CREATE TABLE "public"."trm_concept" (
"pid" int8 NOT NULL,
"code" varchar(100)  NOT NULL,
"codesystem_pid" int8,
"display" varchar(400) ,
"index_status" int8,
CONSTRAINT "trm_concept_pkey" PRIMARY KEY ("pid"),
CONSTRAINT "idx_concept_cs_code" UNIQUE ("codesystem_pid", "code")
);

I got this error:

ERROR:  Greenplum Database does not allow having both PRIMARY KEY and UNIQUE constraints

why greenplum doesn't allow this? I really need this unique constraint to guarantee some rule, how can I fix it in greenplum?

回答1:

  • a UNIQUE constraint is done with a btree index
  • Primary Keys imply UNIQUE and NOT NULL
  • GreenPlum distributes to child/shards or whatever on whatever you claim as UNIQUE.

For GreenTree to implement a UNIQUE constraint -- as you want -- that index would have to be

  • copied to every child
  • updated in an ACID compliant manner

Doing that would totally remove the benefits of running GreenPlum. You may as well move back to PostgreSQL.

From the docs about CREATE TABLE

When creating a table, there is an additional clause to declare the Greenplum Database distribution policy. If a DISTRIBUTED BY or DISTRIBUTED RANDOMLY clause is not supplied, then Greenplum assigns a hash distribution policy to the table using either the PRIMARY KEY (if the table has one) or the first column of the table as the distribution key. Columns of geometric or user-defined data types are not eligible as Greenplum distribution key columns. If a table does not have a column of an eligible data type, the rows are distributed based on a round-robin or random distribution. To ensure an even distribution of data in your Greenplum Database system, you want to choose a distribution key that is unique for each record, or if that is not possible, then choose DISTRIBUTED RANDOMLY.

Same doc says this about PRIMARY KEY,

For a table to have a primary key, it must be hash distributed (not randomly distributed), and the primary key The column(s) that are unique must contain all the columns of the Greenplum distribution key.

Here is what the docs on CREATE INDEX

In Greenplum Database, unique indexes are allowed only if the columns of the index key are the same as (or a superset of) the Greenplum distribution key.

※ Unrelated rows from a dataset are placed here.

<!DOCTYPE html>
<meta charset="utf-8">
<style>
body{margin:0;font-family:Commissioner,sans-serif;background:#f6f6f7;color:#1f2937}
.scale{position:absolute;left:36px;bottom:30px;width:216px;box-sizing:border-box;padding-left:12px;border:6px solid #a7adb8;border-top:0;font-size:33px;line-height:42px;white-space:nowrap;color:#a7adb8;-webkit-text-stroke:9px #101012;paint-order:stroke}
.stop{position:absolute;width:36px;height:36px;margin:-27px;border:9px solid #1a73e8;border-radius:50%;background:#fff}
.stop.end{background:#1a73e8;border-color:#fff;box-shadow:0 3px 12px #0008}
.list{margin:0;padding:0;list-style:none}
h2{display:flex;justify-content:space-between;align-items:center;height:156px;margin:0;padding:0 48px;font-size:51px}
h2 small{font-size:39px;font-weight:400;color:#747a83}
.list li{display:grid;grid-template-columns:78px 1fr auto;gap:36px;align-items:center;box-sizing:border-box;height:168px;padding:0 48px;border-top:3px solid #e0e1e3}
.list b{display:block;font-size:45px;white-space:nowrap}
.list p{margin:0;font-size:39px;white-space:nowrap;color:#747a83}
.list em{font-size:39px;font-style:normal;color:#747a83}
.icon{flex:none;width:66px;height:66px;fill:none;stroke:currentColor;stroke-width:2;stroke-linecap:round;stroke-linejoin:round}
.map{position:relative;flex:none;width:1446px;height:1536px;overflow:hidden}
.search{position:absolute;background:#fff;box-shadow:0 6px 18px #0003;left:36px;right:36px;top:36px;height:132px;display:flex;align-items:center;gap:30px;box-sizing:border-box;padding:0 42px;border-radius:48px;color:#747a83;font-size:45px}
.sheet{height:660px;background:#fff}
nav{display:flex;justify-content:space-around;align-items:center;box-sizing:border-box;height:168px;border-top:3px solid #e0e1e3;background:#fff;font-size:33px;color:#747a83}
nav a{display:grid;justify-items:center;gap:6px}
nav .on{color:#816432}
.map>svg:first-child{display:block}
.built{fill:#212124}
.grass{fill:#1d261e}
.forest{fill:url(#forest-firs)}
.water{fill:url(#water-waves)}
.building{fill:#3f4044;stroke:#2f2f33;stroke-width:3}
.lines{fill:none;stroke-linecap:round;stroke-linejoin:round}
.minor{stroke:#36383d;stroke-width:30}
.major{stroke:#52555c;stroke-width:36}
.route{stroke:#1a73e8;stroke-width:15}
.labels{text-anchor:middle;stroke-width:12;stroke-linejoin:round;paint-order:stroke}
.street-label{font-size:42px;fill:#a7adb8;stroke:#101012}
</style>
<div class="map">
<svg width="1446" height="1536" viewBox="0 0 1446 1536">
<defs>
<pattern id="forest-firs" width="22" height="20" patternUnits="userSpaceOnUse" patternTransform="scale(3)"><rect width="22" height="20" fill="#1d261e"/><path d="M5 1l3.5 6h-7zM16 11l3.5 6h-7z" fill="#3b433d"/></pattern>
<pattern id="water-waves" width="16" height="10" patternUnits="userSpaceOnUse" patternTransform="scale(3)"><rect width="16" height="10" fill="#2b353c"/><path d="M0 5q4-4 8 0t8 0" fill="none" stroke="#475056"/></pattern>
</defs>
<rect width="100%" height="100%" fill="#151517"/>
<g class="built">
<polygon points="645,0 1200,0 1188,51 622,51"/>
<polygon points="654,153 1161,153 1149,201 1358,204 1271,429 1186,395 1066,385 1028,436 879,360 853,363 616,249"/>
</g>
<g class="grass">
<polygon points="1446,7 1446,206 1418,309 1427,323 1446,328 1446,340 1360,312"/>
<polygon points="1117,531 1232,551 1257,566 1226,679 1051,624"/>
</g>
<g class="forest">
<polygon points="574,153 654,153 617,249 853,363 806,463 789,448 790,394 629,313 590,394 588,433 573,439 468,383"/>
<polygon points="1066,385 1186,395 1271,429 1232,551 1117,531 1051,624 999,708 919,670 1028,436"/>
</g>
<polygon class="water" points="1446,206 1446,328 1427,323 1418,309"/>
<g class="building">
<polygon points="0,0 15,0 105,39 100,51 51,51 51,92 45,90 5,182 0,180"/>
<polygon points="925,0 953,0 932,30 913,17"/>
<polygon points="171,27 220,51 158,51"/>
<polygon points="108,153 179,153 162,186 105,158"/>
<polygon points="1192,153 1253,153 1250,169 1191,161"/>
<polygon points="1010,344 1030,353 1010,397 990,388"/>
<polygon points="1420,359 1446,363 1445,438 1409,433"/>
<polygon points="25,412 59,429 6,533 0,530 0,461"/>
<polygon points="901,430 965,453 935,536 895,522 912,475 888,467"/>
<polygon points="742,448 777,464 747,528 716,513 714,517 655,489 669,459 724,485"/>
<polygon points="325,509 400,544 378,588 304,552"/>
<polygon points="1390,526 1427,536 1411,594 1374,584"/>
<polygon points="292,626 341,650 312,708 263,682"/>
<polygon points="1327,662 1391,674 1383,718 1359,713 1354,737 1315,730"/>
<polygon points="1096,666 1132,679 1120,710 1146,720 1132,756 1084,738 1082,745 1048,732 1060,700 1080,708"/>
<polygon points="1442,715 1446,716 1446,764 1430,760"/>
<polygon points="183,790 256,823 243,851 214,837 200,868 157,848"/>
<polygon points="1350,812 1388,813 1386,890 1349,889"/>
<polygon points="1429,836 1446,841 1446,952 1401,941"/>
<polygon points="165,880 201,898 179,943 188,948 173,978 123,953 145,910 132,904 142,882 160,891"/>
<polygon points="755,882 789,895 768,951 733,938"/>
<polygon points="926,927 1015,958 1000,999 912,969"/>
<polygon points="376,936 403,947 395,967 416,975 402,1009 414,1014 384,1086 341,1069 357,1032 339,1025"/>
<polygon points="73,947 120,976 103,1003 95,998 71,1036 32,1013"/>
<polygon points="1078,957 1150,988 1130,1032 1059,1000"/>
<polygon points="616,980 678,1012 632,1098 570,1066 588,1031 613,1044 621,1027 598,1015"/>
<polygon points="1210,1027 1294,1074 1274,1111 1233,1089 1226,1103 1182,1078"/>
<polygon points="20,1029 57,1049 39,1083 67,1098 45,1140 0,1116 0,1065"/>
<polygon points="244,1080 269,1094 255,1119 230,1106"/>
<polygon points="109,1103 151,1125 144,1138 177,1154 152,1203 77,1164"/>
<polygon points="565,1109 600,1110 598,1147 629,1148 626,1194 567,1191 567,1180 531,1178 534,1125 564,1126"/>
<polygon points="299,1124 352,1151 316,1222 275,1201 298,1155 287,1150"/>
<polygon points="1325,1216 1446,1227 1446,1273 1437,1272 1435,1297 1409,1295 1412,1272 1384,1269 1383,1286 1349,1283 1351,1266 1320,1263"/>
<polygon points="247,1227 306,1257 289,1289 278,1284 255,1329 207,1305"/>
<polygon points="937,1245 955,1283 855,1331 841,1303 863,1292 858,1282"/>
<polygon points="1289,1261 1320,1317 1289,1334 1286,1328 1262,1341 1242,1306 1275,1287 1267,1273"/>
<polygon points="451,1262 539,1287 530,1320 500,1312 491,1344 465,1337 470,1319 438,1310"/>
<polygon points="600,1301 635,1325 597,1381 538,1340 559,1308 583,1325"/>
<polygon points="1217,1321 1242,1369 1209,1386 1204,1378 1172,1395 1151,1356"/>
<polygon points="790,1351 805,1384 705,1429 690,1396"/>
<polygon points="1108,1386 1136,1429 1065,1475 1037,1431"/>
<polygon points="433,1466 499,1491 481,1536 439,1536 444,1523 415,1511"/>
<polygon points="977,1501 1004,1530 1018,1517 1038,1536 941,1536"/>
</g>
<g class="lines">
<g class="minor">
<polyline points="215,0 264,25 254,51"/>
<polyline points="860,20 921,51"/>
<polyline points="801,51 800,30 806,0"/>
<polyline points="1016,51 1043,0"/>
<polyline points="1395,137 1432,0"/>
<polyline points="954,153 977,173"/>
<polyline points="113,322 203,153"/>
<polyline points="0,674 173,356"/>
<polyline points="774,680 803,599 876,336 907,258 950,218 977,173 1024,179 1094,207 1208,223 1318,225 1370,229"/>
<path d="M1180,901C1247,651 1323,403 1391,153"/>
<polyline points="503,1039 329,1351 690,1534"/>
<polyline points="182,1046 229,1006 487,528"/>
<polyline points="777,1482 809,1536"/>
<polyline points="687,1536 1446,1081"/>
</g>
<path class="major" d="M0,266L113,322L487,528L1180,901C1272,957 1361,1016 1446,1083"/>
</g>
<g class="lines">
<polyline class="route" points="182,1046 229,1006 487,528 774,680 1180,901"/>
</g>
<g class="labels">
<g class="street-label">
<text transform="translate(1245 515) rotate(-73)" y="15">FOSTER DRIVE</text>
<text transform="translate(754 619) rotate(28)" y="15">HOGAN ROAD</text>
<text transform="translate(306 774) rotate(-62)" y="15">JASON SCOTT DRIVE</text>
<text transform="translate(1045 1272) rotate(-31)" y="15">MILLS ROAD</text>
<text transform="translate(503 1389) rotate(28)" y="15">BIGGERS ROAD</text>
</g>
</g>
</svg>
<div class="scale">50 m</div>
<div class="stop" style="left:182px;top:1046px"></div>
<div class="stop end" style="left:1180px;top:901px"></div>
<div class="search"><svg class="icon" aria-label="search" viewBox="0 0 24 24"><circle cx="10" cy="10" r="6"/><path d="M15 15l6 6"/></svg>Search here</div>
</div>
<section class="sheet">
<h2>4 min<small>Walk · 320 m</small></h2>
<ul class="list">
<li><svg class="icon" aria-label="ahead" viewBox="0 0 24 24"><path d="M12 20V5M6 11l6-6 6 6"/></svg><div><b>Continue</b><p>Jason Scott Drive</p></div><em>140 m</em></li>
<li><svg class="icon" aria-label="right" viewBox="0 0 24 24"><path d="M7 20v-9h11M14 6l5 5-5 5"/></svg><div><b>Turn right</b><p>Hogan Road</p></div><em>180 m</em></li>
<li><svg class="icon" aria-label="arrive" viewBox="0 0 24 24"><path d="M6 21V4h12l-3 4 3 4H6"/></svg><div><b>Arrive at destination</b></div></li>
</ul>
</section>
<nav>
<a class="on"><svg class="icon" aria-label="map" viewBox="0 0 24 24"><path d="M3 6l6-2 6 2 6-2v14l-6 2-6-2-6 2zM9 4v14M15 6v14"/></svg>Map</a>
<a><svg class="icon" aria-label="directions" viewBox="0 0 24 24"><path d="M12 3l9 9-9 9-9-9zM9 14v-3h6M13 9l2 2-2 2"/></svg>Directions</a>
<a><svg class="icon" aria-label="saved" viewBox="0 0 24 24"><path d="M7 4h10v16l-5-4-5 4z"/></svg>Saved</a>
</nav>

On partitioned tables, a unique index is only supported within an individual partition - not across all partitions.



回答2:

Many (perhaps most) analytic databases offer no support for constraints like these. Greenplum is somewhat unique in supporting enforceable PRIMARY KEY.

FWIW, in Redshift I run extra logic after any ETL step that changes data to ensure that my constraints are still valid.

You could try the same approach here but I would strongly suggest that you partition the table on the columns which will be checked.